____ Material provided

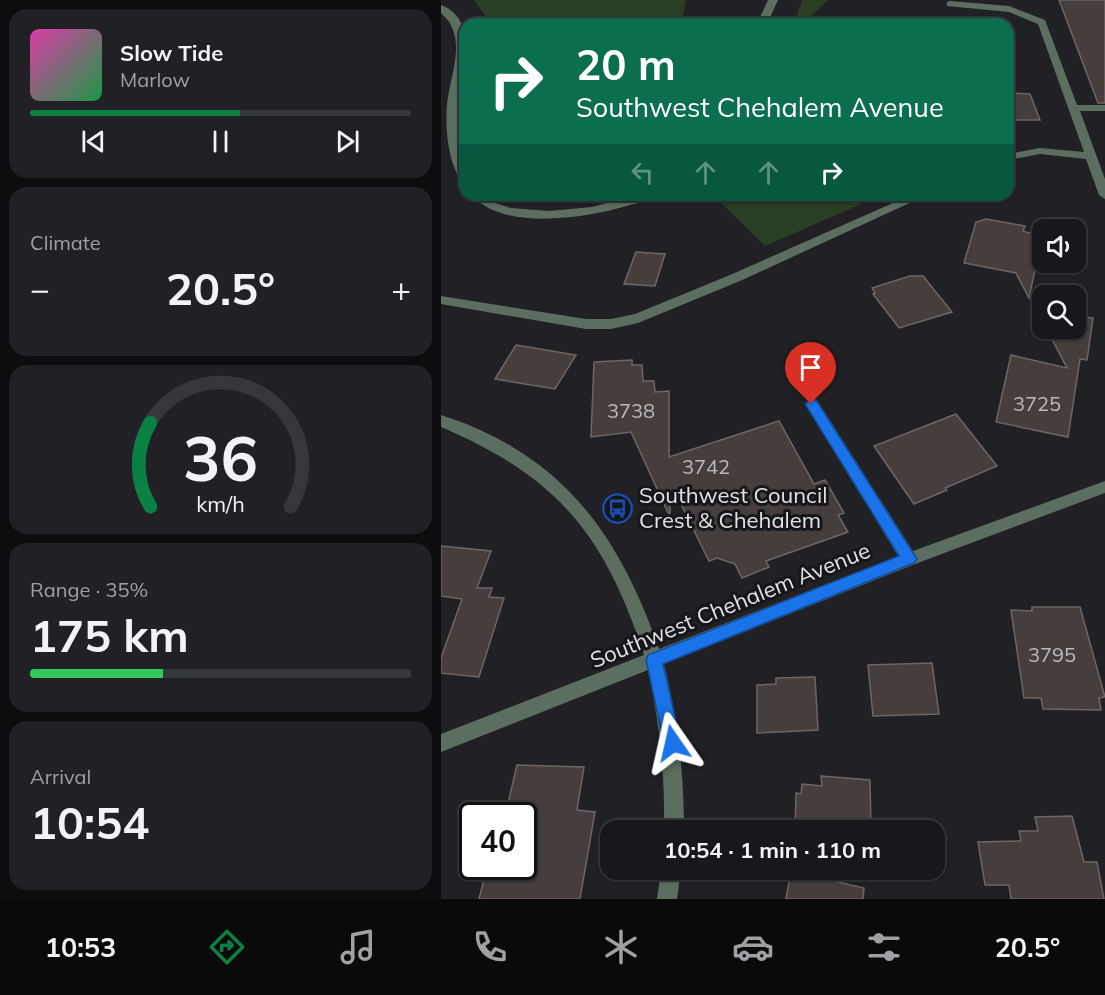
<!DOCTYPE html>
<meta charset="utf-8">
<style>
:root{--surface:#18181c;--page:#212125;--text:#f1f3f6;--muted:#9fa0a3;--line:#36373b;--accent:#0b8043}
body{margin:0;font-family:Mulish,sans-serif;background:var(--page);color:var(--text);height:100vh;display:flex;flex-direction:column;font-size:22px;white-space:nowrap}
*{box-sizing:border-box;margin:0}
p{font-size:20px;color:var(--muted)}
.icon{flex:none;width:33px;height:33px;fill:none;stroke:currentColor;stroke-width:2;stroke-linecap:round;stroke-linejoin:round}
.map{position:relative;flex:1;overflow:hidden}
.panel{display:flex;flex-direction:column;gap:9px;padding:9px;background:#0d0d0f;width:441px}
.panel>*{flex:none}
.banner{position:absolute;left:18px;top:18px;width:555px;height:183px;border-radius:18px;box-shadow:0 2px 4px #0004,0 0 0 2px var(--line);background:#0b6e4f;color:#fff;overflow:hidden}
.tools{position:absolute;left:591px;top:219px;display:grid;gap:12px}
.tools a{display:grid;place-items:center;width:54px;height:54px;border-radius:12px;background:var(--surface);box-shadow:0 2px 4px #0004,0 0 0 2px var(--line);font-size:30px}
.speed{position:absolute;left:18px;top:802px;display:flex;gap:12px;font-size:30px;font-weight:700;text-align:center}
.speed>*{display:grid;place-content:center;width:78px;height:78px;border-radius:50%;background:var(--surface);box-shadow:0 2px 4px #0004,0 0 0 2px var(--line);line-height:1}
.speed .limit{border:3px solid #111;border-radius:9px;background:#fff;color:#111}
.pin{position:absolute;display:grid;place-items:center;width:51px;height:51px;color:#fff;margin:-62px -26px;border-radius:50% 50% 50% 0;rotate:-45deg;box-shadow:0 0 6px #0007}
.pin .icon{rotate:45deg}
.me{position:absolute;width:66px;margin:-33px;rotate:349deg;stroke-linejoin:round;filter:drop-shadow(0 0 4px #0008)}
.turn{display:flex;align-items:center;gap:21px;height:126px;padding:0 18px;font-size:27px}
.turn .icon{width:78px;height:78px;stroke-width:2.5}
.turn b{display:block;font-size:42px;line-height:51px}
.lanes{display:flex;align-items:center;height:57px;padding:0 18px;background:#0003;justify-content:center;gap:30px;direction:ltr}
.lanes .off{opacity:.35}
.big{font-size:45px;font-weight:700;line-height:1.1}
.panel .widget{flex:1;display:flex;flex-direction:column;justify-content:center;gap:9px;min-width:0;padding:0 21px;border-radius:18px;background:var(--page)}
.panel .dial{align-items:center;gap:0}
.dial svg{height:156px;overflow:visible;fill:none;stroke:var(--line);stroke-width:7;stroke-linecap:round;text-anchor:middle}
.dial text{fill:var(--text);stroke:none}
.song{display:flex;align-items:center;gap:18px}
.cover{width:72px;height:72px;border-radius:9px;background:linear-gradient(135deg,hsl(320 70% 55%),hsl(140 70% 35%))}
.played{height:6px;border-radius:3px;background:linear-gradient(90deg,var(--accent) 55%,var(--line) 55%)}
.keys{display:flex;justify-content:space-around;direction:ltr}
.heat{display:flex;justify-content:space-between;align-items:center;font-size:33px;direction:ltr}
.charge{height:9px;border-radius:4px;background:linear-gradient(90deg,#34c759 35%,var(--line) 0)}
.trip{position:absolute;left:159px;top:820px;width:345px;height:60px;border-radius:18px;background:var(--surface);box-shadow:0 2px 4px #0004,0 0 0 2px var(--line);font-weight:700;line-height:60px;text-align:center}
.menu{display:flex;height:96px;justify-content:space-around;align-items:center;background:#0a0a0b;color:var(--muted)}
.menu .icon{width:42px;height:42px}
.menu .selected{color:var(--accent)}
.menu b{font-size:27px;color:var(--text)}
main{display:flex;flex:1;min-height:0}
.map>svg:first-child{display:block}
.green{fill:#2a3e23}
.building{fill:#453e3d;stroke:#6d6664;stroke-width:1.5}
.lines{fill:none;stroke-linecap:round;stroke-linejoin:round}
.minor{fill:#5b6e60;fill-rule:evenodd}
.route{fill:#1a73e8;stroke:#114b97;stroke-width:1.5}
.labels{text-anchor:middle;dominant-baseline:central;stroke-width:6;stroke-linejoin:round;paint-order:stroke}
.number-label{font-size:20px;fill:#bcbabc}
.poi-label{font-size:22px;fill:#e3e3e6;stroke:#16171b;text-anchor:start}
.street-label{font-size:22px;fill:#e3e3e6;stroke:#16171b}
</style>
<main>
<section class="panel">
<div class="widget">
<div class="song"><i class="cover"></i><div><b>Slow Tide</b><p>Marlow</p></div></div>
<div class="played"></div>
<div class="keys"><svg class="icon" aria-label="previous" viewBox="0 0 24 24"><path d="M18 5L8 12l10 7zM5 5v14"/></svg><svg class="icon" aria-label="pause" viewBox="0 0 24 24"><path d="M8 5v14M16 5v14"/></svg><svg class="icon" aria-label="next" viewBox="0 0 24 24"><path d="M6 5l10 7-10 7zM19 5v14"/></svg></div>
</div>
<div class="widget"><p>Climate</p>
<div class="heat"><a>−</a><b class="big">20.5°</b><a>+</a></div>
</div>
<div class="widget dial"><svg viewBox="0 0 100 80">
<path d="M14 69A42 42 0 1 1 86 69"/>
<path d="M14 69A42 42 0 0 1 14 26" stroke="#0b8043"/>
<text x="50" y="56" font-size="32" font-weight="700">36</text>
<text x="50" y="72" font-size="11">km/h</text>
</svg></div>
<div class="widget"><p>Range · 35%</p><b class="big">175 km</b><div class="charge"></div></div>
<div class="widget"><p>Arrival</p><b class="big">10:54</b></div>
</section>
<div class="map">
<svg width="664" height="899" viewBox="0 0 664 899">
<rect width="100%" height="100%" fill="#202025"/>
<g class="green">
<polygon points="33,0 245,0 240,24 50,24"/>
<polygon points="361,0 387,0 365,21 406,21 406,24 353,24"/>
<polygon points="272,195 441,195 324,246"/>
</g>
<g class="building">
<polygon points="618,0 664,0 664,103 657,103"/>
<polygon points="567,93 589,94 599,120 567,120"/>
<polygon points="545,219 584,226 582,231 601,237 588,298 575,273 523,263 535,222"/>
<polygon points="195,252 224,254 214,286 183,284"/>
<polygon points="469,276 482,276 511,312 458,328 432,294 434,293 431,288"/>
<polygon points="634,315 652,318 646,360 639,359 627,437 555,422 570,355 626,368 605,328 634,328"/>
<polygon points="75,345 135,355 114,389 54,379"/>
<polygon points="191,360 191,365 201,365 202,381 213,381 214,392 228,391 228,457 338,421 373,484 384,480 403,513 397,515 407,532 325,561 328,567 301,578 294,564 276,558 268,561 235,494 230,496 229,493 229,517 190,432 150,437 153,362"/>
<polygon points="515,414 556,466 504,488 506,490 473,504 433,446"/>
<polygon points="0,546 50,551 36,588 51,588 48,597 63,598 38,677 0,673 0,658 21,599 0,596"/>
<polygon points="591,607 639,607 664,697 658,698 660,710 602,709 600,698 583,698 570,610 591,611"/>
<polygon points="491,663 498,714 432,716 427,665"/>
<polygon points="374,677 377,730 316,733 316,685 335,684 335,678"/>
<polygon points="76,765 143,767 136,810 154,812 139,899 38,899 46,867 82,867 82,816 64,816"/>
<polygon points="380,776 429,780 430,831 354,831 355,793 360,794 361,784 381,786"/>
<polygon points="631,816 643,862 656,862 663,899 570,899 568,885 544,885 537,842 580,841 578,831 597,831 594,817"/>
<polygon points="350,871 423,888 422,899 345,899"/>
</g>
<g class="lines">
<g class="minor">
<polygon points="327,0 337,0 326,24 316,24"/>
<polygon points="509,1 568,6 604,20 636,105 664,105 664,111 639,111 664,179 664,199 658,195 645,159 599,154 567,160 567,154 599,148 643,152 597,24 568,12 506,6 506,2"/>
<path d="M0,5C44,22 16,84 16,117C17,139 24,160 24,182L20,181C7,160 4,129 6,105C9,74 28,37 0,13Z"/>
<path d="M31,195H44L54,203L70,208L108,211L151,207L195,195H212C205,202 192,204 182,207C143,218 61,231 31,195Z"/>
<polygon points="470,195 486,195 299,281 197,323 170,329 145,329 0,304 0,296 145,319 170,319 194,314 289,275"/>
<path d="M371,399L376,400L472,551L664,481V493L474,564L223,664C237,719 243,773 243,831H223C224,776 219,724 207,670L0,752V734L203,655C164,535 117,477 0,427V415C121,454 178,534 218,649L457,556L364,404Z"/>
<polygon points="220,870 240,870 236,899 216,899"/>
</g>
</g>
<polygon class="route" points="370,399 375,400 476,559 473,563 222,664 240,743 238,749 232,752 226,749 223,743 205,660 207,655 458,556 366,407 364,404"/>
<defs>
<symbol id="bus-ring" viewBox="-11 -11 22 22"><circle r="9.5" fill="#16171b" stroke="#1a4fb4" stroke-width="1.5"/><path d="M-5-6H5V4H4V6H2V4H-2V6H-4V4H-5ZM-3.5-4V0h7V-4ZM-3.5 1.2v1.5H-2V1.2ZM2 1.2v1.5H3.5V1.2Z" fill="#1a4fb4"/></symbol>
</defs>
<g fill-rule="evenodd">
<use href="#bus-ring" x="160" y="492" width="33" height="33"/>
</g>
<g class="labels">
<g class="number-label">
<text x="596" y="403">3725</text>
<text x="190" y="410">3738</text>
<text x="265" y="466">3742</text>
<text x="611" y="654">3795</text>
</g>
<g class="poi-label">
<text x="198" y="495">Southwest Council<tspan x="198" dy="25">Crest &amp; Chehalem</tspan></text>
</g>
<g class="street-label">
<text transform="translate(289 605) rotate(-22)">Southwest Chehalem Avenue</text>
</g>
</g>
</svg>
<div class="tools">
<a><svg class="icon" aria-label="sound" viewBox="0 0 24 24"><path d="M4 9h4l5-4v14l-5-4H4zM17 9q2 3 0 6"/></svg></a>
<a><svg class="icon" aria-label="search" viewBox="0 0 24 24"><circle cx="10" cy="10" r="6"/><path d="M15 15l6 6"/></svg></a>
</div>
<div class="speed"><div class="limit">40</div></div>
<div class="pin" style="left:370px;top:404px;background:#d93025"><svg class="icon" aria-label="arrive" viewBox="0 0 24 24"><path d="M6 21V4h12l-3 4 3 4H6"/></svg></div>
<svg class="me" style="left:232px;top:743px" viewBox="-20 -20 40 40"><path d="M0-17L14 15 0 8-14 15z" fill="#1a73e8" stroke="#fff" stroke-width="4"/></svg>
<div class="trip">10:54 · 1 min · 110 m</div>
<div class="banner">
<div class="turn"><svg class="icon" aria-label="right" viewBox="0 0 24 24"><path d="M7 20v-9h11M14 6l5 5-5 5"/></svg><div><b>20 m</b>Southwest Chehalem Avenue</div></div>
<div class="lanes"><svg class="icon off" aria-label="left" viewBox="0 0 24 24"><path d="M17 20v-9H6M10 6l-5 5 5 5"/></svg><svg class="icon off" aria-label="ahead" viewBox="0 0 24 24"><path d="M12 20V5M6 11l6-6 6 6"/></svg><svg class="icon off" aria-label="ahead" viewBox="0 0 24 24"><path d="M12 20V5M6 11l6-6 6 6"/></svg><svg class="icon" aria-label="right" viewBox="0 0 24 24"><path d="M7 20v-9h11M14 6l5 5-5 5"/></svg></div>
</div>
</div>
</main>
<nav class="menu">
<b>10:53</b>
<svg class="icon selected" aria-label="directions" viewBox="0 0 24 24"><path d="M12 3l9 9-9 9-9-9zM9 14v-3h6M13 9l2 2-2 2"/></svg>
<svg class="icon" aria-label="music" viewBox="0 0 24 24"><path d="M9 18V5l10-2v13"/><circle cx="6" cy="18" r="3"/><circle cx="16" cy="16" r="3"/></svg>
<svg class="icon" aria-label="phone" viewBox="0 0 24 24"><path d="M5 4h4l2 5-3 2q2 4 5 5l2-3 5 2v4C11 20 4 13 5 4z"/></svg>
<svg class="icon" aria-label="climate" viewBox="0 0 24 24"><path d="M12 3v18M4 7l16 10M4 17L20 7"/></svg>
<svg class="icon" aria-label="car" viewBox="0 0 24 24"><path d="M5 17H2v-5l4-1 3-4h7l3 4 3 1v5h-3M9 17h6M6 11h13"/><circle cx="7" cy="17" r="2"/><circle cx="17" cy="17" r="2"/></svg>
<svg class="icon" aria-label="filters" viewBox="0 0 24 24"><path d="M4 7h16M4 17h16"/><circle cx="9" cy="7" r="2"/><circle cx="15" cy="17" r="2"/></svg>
<b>20.5°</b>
</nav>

________

Within these records, how many lines include the word "song"? The reply should be that number alone.

Reply >> 2